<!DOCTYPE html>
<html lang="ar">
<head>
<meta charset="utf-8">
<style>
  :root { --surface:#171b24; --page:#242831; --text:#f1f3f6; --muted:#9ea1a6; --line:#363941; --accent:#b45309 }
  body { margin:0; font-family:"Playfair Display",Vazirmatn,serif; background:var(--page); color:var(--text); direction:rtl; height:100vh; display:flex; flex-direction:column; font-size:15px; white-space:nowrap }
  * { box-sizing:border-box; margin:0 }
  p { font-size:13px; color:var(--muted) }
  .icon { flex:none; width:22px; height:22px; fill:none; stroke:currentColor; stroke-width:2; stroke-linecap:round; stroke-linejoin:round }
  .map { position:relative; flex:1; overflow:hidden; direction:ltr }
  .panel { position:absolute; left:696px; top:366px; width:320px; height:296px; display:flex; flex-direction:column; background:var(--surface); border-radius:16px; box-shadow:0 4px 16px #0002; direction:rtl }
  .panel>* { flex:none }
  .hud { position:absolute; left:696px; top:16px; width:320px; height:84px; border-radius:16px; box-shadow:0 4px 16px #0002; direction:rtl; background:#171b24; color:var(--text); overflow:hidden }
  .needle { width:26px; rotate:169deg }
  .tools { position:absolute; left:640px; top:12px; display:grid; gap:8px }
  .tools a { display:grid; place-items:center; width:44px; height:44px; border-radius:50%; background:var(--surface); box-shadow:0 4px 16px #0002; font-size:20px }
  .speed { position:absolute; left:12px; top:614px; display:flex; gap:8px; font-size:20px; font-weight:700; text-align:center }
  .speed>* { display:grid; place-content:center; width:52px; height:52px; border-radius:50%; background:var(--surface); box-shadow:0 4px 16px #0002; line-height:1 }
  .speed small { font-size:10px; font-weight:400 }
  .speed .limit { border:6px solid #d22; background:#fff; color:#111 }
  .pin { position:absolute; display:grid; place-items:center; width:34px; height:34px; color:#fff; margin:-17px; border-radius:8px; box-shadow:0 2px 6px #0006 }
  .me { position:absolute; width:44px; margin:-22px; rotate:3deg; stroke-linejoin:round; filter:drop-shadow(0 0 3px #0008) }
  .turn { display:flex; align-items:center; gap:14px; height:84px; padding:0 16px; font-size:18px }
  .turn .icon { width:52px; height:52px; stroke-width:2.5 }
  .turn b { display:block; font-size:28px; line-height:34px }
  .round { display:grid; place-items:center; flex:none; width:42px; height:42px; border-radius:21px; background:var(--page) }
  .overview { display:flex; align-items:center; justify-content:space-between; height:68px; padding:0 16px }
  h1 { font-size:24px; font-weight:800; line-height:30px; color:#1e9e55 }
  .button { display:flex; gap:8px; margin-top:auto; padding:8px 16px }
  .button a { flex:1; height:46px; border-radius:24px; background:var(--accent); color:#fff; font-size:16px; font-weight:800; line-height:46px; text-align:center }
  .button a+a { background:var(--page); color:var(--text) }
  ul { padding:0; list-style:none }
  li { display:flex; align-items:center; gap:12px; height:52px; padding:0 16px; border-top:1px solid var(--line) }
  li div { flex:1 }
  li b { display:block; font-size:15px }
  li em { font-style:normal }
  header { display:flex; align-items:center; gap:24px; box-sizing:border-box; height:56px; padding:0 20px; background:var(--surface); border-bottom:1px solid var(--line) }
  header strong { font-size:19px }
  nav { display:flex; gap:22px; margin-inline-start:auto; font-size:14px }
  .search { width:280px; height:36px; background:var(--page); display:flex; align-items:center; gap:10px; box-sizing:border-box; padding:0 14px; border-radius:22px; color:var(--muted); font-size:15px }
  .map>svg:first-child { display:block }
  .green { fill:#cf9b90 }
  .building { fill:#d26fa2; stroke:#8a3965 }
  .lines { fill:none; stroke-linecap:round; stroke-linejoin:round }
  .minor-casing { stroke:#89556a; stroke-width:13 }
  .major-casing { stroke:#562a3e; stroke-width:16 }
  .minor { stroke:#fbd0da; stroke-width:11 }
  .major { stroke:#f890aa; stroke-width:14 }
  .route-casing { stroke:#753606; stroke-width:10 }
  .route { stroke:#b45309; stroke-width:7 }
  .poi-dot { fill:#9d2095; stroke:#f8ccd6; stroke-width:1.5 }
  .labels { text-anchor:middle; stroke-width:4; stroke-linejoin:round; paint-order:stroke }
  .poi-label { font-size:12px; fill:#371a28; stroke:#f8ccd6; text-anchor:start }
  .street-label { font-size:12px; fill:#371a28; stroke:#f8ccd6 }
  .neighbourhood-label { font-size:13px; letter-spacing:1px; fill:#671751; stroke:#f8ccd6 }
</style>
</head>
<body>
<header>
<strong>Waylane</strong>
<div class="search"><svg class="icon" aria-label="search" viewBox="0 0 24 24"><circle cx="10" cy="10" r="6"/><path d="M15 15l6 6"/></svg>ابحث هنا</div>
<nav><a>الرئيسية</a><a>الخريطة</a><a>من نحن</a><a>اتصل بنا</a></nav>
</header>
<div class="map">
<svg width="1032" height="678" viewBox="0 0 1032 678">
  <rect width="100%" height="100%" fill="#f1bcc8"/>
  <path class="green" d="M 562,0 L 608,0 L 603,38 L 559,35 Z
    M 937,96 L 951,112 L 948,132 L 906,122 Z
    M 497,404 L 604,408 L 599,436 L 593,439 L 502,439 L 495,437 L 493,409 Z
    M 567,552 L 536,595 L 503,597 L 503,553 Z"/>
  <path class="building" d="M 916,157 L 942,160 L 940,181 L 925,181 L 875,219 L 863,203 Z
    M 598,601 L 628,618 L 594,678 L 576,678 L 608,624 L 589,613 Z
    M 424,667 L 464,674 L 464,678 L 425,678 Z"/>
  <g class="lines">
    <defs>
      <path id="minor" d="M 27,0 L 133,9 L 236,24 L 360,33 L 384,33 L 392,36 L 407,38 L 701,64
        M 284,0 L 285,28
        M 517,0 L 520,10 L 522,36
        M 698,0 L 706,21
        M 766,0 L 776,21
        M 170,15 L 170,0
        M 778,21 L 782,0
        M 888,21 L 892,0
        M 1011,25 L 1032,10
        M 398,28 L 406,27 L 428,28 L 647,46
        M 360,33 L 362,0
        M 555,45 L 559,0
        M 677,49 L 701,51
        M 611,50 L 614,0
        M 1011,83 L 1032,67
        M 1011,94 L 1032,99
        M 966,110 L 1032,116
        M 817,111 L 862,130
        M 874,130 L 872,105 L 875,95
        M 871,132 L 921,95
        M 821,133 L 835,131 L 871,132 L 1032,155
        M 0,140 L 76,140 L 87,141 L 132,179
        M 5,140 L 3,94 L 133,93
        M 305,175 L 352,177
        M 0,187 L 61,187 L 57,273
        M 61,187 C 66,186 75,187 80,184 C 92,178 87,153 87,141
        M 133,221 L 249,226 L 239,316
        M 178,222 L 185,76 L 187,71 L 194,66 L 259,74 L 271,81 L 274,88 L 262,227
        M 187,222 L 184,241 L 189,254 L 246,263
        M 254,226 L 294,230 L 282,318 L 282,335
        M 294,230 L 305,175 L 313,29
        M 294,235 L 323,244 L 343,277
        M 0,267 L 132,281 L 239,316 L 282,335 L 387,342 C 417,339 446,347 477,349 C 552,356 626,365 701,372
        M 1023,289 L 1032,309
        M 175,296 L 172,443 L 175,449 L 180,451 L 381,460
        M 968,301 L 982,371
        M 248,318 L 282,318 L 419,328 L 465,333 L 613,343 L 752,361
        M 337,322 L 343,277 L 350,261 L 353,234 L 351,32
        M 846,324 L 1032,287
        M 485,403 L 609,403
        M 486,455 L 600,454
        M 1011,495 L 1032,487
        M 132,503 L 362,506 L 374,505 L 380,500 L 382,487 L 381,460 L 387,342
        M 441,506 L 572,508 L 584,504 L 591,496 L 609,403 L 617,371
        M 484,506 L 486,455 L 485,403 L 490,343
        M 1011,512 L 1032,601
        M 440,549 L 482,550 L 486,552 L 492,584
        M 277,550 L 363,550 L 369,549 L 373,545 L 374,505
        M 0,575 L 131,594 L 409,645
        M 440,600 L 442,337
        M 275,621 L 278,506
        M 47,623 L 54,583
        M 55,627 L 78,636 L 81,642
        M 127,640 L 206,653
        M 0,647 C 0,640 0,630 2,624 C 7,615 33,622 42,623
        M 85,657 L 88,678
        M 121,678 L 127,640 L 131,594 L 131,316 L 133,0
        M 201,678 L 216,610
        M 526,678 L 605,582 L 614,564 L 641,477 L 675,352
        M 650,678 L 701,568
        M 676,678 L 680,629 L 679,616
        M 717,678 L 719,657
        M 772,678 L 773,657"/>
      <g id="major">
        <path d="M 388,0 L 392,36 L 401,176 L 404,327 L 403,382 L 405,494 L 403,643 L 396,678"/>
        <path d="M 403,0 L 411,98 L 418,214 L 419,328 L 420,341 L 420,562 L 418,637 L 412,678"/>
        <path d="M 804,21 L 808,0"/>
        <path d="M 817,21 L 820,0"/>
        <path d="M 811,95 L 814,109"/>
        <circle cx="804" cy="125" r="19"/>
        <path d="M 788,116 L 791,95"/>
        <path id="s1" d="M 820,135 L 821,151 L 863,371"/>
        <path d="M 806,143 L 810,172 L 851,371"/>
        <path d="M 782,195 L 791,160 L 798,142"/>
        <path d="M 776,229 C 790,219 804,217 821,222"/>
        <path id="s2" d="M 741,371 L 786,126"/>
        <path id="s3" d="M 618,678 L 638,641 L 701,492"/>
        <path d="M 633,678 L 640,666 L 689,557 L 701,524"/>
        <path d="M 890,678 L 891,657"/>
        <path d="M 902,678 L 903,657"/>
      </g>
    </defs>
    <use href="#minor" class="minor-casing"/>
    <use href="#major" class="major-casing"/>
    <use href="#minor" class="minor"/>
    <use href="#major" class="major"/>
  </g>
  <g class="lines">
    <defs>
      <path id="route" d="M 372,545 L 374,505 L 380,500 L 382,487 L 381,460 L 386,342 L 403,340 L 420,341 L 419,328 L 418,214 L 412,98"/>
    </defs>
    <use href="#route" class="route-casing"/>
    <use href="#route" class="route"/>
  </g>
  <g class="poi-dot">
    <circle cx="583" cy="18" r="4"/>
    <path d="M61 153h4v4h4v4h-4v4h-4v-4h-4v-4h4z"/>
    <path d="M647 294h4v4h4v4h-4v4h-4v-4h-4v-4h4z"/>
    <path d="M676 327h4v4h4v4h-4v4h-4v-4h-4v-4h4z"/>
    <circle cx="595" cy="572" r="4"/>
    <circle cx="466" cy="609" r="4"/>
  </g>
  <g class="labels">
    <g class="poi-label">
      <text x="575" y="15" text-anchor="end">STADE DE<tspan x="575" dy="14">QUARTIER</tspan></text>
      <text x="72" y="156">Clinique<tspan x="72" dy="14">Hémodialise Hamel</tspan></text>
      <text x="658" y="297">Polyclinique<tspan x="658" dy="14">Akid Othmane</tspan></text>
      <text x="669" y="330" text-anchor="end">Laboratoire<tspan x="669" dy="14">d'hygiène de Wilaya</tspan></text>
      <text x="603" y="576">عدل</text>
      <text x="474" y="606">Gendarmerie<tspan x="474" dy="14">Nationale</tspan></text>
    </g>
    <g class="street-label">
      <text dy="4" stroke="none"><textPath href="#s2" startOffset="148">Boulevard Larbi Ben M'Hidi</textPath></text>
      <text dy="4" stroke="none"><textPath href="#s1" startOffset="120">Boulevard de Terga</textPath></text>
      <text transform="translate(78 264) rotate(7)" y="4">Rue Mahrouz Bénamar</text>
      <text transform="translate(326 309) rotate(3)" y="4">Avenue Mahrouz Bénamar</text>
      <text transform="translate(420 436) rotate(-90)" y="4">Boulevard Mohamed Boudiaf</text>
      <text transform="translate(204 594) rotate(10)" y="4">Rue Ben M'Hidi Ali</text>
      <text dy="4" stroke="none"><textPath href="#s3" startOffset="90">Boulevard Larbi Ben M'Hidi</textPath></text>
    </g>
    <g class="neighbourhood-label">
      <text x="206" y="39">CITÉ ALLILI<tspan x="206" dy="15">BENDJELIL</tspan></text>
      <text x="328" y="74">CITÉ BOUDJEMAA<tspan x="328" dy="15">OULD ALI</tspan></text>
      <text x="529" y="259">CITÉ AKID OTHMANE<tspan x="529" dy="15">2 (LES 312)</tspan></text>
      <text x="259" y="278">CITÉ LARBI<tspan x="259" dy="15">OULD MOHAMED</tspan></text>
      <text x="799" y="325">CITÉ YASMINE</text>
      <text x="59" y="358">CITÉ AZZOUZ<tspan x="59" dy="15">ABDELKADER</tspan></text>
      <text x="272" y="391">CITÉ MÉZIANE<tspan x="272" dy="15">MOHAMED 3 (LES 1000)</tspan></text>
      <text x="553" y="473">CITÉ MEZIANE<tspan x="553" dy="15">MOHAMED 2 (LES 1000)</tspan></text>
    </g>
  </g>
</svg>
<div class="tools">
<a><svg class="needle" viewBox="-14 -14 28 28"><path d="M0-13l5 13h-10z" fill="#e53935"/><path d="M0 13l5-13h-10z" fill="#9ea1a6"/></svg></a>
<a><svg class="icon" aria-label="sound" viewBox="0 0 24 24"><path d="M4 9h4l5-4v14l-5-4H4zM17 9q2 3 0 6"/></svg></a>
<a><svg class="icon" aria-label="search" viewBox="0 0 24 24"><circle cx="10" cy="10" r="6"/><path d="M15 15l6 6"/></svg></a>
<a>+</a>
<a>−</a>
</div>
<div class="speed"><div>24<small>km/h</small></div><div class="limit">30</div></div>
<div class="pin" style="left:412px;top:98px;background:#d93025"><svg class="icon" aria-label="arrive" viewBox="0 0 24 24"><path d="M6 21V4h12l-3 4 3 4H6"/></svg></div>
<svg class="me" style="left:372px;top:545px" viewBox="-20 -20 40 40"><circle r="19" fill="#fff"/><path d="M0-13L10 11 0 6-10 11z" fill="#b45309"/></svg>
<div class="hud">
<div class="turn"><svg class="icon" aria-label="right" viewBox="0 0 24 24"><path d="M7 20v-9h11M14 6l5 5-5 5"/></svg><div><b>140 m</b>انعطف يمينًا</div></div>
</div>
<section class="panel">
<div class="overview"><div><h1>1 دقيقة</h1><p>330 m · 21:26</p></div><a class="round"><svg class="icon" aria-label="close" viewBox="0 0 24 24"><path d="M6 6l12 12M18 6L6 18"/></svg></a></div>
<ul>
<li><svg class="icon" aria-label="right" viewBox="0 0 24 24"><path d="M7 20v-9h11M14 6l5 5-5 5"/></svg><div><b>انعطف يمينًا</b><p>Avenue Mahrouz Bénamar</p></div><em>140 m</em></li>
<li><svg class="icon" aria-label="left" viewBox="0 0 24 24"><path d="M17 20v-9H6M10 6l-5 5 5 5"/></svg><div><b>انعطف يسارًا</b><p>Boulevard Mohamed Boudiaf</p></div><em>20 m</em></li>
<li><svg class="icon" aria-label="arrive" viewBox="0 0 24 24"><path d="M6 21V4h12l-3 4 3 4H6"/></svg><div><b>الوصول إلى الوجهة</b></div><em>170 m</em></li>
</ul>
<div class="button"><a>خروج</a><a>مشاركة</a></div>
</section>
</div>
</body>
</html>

**HOW TO COMPLETE THIS TASK**
Show, from the material above, each line that includes the string "small".

**WRITTEN SOLUTION**
  .speed small { font-size:10px; font-weight:400 }
<div class="speed"><div>24<small>km/h</small></div><div class="limit">30</div></div>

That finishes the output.